Der Fachkräftemangel, der dann gegeben sei, wenn auf einen Arbeitsplatz nicht drei Bewerber kämen, werde immer größer, eben auch bei den Bundespolitikern. Bei Alexander Dobrindt käme ihm immer der Ausspruch von Mark Twain in den Sinn: „Es ist besser, seinen Mund zu halten und dumm zu erscheinen, als den Mund zu öffnen und jeden Zweifel zu beseitigen!“
Einzige gute Nachricht: „Der Spezialist für Teppich-Importe, Dirk Niebel, ist jetzt Rüstungslobbyist. Das beweist: „Niemand ist vollkommen - nutzlos!“
Ob das die Deutschen jedoch als gute Nachrichten erkennen ist zweifelhaft, sind sie, sieht man von den Gästen des Förderkreises Obere Burg einmal ab, nach Uli Masuths Meinung doch ausgesprochene Miesepeter und Katastrophen-Junkies. „Wissen Sie was der typische Deutsche macht, wenn er Licht am Ende des Tunnels sieht? Er verlängert den Tunnel“, verriet der Kabarettist, um gleich darauf die viel zu fröhliche Nationalhymne in eine passendere, weil trübsinnigere, Moll-Version umzugestalten.

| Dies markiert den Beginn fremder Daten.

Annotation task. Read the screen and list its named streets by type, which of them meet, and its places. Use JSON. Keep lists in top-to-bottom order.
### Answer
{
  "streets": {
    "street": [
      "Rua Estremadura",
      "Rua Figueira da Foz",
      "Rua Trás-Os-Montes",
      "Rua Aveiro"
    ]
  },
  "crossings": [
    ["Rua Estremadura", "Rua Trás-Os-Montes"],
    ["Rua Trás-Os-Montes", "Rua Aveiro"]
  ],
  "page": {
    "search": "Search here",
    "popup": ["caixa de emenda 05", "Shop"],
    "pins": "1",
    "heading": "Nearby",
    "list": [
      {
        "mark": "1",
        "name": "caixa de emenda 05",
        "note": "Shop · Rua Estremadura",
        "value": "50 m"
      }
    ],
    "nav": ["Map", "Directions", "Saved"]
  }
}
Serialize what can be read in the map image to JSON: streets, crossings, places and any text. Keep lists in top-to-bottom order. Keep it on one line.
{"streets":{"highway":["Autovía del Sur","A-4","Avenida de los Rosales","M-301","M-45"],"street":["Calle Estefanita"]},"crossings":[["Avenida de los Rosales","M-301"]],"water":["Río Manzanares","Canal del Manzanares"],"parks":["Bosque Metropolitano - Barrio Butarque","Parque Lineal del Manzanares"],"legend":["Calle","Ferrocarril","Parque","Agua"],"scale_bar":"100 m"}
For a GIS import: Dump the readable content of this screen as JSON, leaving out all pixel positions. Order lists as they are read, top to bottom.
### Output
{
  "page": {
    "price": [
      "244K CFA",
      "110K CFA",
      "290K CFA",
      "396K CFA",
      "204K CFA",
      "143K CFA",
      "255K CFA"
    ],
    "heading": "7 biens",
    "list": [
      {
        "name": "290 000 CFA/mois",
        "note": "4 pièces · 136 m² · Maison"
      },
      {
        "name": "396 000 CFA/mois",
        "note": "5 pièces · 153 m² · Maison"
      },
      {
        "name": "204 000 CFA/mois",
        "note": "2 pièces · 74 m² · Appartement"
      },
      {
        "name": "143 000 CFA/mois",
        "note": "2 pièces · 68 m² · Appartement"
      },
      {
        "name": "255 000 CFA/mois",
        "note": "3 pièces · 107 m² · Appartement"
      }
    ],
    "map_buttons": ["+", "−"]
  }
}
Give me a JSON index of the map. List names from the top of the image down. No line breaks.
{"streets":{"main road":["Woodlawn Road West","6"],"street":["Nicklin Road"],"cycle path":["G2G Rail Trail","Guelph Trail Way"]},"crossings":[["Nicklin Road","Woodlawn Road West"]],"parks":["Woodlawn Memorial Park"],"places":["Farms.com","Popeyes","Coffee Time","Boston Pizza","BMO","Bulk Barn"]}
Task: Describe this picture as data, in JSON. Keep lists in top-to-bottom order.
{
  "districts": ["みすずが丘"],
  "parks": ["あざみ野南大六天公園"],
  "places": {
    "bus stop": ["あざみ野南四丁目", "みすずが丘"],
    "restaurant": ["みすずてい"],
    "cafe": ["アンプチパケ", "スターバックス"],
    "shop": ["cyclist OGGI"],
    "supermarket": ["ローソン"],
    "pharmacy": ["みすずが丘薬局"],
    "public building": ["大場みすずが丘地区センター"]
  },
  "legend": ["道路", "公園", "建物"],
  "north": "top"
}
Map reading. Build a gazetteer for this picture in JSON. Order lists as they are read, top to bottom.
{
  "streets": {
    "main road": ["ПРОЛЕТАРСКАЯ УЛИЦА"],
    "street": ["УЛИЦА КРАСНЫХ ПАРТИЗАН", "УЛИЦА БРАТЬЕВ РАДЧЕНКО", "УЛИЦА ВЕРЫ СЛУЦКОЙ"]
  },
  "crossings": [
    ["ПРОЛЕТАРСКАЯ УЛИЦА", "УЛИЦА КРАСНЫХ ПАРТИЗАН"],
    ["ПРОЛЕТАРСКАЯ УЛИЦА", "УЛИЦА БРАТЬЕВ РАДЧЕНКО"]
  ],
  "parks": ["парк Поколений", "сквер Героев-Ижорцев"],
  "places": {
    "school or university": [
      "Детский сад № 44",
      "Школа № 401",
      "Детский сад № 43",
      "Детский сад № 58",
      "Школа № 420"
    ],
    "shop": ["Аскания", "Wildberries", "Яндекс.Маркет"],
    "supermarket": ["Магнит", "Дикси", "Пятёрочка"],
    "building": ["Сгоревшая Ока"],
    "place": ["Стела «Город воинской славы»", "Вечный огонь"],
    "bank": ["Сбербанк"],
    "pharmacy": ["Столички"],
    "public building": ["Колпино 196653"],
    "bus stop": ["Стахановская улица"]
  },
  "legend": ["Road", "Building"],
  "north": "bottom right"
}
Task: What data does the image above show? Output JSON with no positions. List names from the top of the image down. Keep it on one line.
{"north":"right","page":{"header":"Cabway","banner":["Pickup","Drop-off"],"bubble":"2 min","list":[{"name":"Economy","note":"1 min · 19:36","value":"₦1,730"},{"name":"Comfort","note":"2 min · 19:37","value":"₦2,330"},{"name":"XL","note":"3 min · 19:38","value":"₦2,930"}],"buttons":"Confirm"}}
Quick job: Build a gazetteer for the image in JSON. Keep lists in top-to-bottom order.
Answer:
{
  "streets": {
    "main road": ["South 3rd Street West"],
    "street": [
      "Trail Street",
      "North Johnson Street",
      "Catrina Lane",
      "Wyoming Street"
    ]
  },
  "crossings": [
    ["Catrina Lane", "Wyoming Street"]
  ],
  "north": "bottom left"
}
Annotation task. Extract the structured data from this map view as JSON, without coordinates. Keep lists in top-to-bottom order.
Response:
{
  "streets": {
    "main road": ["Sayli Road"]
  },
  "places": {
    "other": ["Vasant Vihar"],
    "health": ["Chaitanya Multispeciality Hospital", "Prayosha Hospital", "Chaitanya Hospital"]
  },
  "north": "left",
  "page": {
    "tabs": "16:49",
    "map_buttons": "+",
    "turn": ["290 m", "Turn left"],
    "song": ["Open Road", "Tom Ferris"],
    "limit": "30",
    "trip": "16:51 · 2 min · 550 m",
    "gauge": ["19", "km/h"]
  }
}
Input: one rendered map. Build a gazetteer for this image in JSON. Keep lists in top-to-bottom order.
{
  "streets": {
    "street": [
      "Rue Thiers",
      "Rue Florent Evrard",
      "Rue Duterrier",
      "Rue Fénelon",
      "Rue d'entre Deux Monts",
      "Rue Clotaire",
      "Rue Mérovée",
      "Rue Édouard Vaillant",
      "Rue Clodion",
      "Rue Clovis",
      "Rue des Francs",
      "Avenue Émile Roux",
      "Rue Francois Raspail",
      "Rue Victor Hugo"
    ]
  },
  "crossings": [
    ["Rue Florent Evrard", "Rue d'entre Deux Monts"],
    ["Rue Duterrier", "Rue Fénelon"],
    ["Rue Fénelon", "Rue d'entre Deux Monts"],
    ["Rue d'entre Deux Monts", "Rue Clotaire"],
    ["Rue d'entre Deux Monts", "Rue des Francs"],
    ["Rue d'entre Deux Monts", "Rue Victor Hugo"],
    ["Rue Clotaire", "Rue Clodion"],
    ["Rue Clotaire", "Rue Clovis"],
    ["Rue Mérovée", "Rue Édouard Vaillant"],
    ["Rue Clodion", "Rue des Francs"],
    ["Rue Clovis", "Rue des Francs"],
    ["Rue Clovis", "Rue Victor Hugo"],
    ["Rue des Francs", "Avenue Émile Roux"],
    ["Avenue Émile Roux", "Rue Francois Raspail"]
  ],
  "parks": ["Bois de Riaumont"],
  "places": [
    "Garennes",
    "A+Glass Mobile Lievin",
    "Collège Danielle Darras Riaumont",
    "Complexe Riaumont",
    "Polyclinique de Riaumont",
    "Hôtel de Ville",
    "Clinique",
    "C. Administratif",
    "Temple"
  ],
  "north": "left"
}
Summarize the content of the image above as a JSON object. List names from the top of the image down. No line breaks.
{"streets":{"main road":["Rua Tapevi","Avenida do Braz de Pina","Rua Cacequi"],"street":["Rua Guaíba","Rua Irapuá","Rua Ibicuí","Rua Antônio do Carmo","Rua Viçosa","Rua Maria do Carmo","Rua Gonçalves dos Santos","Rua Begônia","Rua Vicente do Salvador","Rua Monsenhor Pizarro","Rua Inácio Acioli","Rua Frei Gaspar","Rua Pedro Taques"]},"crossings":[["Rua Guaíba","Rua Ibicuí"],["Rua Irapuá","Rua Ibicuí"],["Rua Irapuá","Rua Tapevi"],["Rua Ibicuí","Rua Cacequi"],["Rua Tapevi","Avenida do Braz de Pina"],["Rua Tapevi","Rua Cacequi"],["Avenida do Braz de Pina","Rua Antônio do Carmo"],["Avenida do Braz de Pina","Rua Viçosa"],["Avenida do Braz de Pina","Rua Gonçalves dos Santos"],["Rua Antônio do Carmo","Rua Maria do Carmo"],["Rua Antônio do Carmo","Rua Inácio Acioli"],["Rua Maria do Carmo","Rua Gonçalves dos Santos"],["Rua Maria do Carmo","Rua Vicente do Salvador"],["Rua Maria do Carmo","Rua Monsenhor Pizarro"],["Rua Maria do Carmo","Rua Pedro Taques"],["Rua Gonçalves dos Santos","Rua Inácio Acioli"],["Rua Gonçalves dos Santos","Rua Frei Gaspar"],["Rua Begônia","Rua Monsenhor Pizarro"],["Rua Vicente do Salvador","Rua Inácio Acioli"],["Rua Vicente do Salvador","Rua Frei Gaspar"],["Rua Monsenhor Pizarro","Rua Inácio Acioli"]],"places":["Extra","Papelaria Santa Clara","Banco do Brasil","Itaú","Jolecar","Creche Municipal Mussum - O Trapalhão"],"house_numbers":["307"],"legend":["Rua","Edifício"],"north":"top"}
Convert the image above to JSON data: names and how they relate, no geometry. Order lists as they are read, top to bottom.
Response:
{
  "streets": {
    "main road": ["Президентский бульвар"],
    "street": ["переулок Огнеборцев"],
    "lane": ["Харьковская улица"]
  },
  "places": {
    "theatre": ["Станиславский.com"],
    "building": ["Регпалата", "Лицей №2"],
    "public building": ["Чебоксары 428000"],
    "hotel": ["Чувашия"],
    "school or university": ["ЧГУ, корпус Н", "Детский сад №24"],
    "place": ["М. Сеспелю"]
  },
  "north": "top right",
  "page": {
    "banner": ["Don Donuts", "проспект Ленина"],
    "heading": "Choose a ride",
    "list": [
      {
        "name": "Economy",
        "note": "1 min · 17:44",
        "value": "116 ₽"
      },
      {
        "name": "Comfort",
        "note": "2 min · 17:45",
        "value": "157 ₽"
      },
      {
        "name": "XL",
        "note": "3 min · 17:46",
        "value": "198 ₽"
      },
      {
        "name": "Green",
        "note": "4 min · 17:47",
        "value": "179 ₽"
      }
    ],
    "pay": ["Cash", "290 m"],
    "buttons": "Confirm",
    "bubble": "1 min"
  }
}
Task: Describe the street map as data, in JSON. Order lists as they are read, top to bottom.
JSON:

„Ordnung von Gut und Böse“
Dabei kann man doch auch aus der Situation der Ukraine Positives ziehen. „Die NATO steht wieder Seite an Seite gegen Putin und Russland ist wirtschaftlich am Boden“, so der Kabarettist. Endlich gebe es wieder eine Ordnung von Gut und Böse wie in den guten, alten Zeiten. Todeslisten wie Barack Obama dürfte der Wladimir eben nicht führen, weil er ja gar keinen Friedensnobelpreis habe. „Nach der Osterweiterung der NATO rückt Putin jetzt mit dem ‚Heim ins Reich der Krim‘ weiter nach Westen vor. Ob er demnächst auch die ehemalige DDR zurückhaben will?“ Gute oder schlechte Nachrichten waren die amüsierten Zuhörer gefragt, die längst erkannt hatten, dass gute Nachrichten meist eine äußerst zweischneidige Sache sind.